Fraudsters are adopting innovative ways of pooling funds from gullible investors, making it necessary to provide greater powers to SEBI to tackle this growing menace of Ponzi schemes, the Government said on Monday.
Removing lacuna
Justifying promulgation of ordinance to amend various SEBI Acts between August and September, the Government said this was done to remove a lacuna that allowed fraudsters to escape regulatory actions.
The amendments to existing laws would provide the Securities and Exchange Board of India greater powers to respond to the “growing menace of illegal deposit taking and Ponzi schemes,” the Government informed the Parliament.
The ordinance came amid rising instances of people getting defrauded by fraudulent money-pooling schemes.
Special courts
With the amendments, SEBI would have powers to access call records as well as carry out search and seizure, among others.
With regard to investigations, SEBI would have powers for seeking information and records from any entity, including bank or any other authority established or constituted under Central or State Acts.

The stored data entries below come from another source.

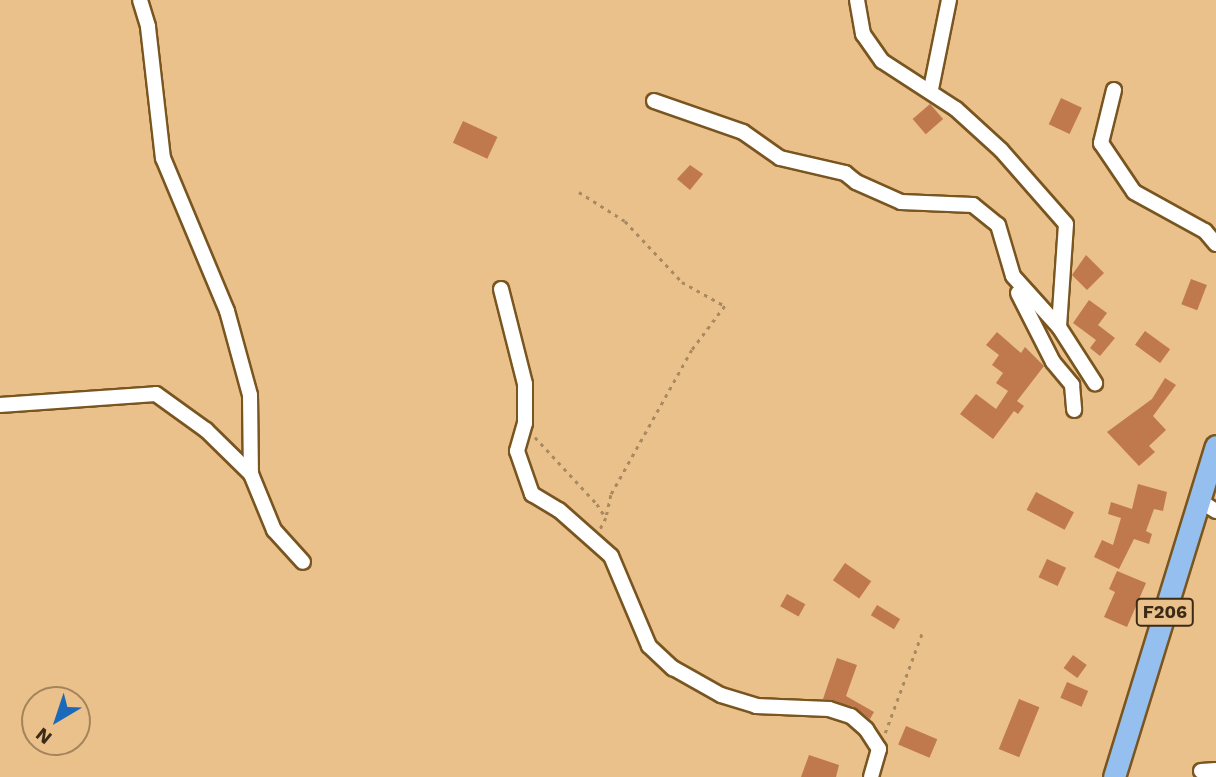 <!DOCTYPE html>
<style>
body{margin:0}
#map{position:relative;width:1216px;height:777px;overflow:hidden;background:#eac08b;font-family:"Work Sans",sans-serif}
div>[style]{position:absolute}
.building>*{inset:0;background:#bf794c;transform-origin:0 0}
.path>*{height:2.5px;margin-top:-1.25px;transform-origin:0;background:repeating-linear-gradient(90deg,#a98960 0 3.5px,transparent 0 8.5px)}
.roads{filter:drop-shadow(2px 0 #795520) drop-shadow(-2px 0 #795520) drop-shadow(0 2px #795520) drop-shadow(0 -2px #795520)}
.minor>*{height:14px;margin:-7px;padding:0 7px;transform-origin:7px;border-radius:7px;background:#fff}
.primary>*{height:21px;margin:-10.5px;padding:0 10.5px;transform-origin:10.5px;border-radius:10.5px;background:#94bfef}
span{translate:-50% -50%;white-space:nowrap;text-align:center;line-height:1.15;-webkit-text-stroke:5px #eac08b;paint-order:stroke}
.shield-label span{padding:2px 5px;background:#eac08b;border:2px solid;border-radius:5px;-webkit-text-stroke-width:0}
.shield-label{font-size:18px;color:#3b2b16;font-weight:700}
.north{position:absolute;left:21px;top:686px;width:70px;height:70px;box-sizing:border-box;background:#eac08b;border:2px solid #a4845c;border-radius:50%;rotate:219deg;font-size:19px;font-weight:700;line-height:28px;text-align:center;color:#3b2b16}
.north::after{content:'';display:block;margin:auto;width:24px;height:32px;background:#1b69b8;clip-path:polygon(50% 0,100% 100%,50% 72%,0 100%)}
</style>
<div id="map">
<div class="building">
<i style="left:1061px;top:98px;width:23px;height:29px;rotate:25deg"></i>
<i style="left:930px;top:104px;width:20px;height:23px;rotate:49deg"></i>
<i style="left:463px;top:121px;width:38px;height:24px;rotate:25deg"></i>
<i style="clip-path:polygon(690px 165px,703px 174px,690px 190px,677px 179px)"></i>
<i style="clip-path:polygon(1086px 255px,1104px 273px,1087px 290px,1072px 275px)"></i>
<i style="left:1191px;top:279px;width:17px;height:27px;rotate:21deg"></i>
<i style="clip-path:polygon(1089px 300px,1107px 313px,1098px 325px,1115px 338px,1100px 356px,1090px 348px,1096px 340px,1073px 323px)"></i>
<i style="left:1145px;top:331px;width:31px;height:17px;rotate:36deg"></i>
<i style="clip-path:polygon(997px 332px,1021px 353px,1025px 347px,1044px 366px,1017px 401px,1024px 406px,1018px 414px,1014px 411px,993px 439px,960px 414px,976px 394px,996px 409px,1008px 391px,996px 383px,1003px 373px,992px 365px,999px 355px,986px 345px)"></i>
<i style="clip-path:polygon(1165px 378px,1176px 385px,1153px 416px,1166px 430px,1149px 446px,1155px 452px,1139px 466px,1107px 432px,1152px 399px)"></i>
<i style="clip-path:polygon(1138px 484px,1167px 492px,1163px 511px,1154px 509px,1146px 531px,1152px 534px,1149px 544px,1134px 539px,1119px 569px,1094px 557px,1102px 540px,1113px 545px,1121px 518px,1108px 514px,1111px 502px,1132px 509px)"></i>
<i style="left:1036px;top:492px;width:43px;height:20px;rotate:28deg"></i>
<i style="left:1047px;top:559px;width:21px;height:20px;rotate:25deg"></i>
<i style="left:845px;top:563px;width:32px;height:21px;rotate:35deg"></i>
<i style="clip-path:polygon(1117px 571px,1146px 583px,1127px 627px,1104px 617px,1115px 592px,1109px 589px)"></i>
<i style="left:787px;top:594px;width:21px;height:14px;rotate:29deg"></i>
<i style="left:877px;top:605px;width:27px;height:12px;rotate:31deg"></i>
<i style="left:1073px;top:655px;width:17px;height:16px;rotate:36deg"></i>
<i style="clip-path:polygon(837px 658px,857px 665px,846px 696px,874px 712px,870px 719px,854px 707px,823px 699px)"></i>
<i style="left:1067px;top:682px;width:23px;height:17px;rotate:23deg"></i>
<i style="left:1019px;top:699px;width:22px;height:54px;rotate:22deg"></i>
<i style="left:906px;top:726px;width:34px;height:20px;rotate:23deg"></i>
<i style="clip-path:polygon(809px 755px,839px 765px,836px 777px,801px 777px)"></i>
</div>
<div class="path">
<i style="left:579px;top:192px;width:54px;rotate:32.2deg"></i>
<i style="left:625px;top:221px;width:83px;rotate:46.9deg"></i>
<i style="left:682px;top:282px;width:49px;rotate:29.2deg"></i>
<i style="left:725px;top:306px;width:55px;rotate:126.9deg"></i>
<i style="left:692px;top:350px;width:166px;rotate:119.2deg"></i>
<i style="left:611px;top:495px;width:24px;rotate:102deg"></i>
<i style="left:535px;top:437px;width:91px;rotate:47.2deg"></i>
<i style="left:597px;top:504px;width:17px;rotate:57deg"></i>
<i style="left:606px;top:518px;width:13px;rotate:117deg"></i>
<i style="left:885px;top:733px;width:110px;rotate:-69.7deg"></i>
</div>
<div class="roads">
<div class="minor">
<i style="left:140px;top:0;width:28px;rotate:73deg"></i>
<i style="left:148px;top:27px;width:132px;rotate:83.5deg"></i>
<i style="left:163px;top:158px;width:166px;rotate:67.3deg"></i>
<i style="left:227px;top:311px;width:87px;rotate:74.7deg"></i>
<i style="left:250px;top:395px;width:79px;rotate:89.3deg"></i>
<i style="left:251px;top:474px;width:61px;rotate:67.7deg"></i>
<i style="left:274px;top:530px;width:43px;rotate:47.8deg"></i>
<i style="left:857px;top:0;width:35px;rotate:80deg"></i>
<i style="left:863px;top:34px;width:33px;rotate:55deg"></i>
<i style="left:882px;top:61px;width:88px;rotate:33deg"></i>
<i style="left:956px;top:109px;width:61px;rotate:42.3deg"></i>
<i style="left:1001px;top:150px;width:98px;rotate:48.7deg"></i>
<i style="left:1066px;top:224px;width:103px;rotate:93.9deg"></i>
<i style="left:931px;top:89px;width:91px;rotate:-78.6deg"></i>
<i style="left:1114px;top:90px;width:55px;rotate:103.8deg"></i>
<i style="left:1101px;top:143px;width:59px;rotate:56deg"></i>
<i style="left:1134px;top:192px;width:81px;rotate:28.8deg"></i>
<i style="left:1205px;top:231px;width:17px;rotate:50deg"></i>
<i style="left:654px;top:101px;width:94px;rotate:19.2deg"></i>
<i style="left:743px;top:132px;width:45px;rotate:35.1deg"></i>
<i style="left:780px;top:158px;width:67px;rotate:13deg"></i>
<i style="left:845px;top:173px;width:14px;rotate:39deg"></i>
<i style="left:856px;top:182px;width:49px;rotate:24deg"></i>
<i style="left:901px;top:202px;width:72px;rotate:2.4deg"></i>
<i style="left:973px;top:205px;width:32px;rotate:39deg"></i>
<i style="left:998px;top:225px;width:53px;rotate:73.6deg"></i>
<i style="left:1013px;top:276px;width:69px;rotate:48deg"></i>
<i style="left:1059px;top:327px;width:67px;rotate:57.3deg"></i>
<i style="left:501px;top:289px;width:98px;rotate:75.8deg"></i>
<i style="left:525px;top:384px;width:39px;rotate:90deg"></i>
<i style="left:525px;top:423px;width:29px;rotate:106deg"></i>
<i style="left:517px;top:451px;width:46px;rotate:70.8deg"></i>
<i style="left:532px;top:494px;width:31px;rotate:31deg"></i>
<i style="left:559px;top:510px;width:69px;rotate:41.5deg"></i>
<i style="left:611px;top:556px;width:98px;rotate:67.1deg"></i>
<i style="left:649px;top:646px;width:33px;rotate:43deg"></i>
<i style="left:673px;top:668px;width:55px;rotate:29.4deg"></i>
<i style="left:721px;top:695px;width:37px;rotate:17deg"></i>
<i style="left:756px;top:706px;width:73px;rotate:2.4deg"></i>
<i style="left:829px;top:709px;width:23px;rotate:18deg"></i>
<i style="left:851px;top:716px;width:20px;rotate:41deg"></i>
<i style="left:866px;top:729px;width:24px;rotate:57deg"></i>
<i style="left:879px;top:749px;width:29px;rotate:106deg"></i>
<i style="left:1018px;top:293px;width:77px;rotate:63.1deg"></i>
<i style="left:1053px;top:362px;width:30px;rotate:50deg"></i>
<i style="left:1072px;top:385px;width:25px;rotate:85deg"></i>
<i style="left:0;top:405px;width:156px;rotate:-4deg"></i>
<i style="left:156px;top:394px;width:62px;rotate:35.8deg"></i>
<i style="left:206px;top:430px;width:63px;rotate:44.4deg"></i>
<i style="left:1200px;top:501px;width:19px;rotate:32deg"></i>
<i style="left:1201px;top:771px;width:15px;rotate:-4deg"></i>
</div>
<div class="primary">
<i style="left:1114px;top:777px;width:346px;rotate:-72.9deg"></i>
</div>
</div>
<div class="shield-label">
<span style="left:1165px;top:612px">F206</span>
</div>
<div class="north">N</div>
</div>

Among others, special courts are proposed to be set up for speedy trial of offences under the SEBI Act.
The Securities Laws (Amendment) Ordinance, 2013, was first promulgated on July 18.
Later, Securities Laws (Amendments) Bill, 2013, was introduced in the Lok Sabha and then referred to the Parliamentary Standing Committee on Finance. Since the Bill was not passed, the ordinance was promulgated for the second time on September 16 by the President.
Meanwhile, SEBI has proposed detailed guidelines for its new powers, including for the procedure to be adopted for search and seizure operations.
The proposed norms focus on detailed procedures that need to be laid down relating to the procedural safeguards during different stages of search and seizure and the rights of those persons subjected to search and the obligations of the authorised persons.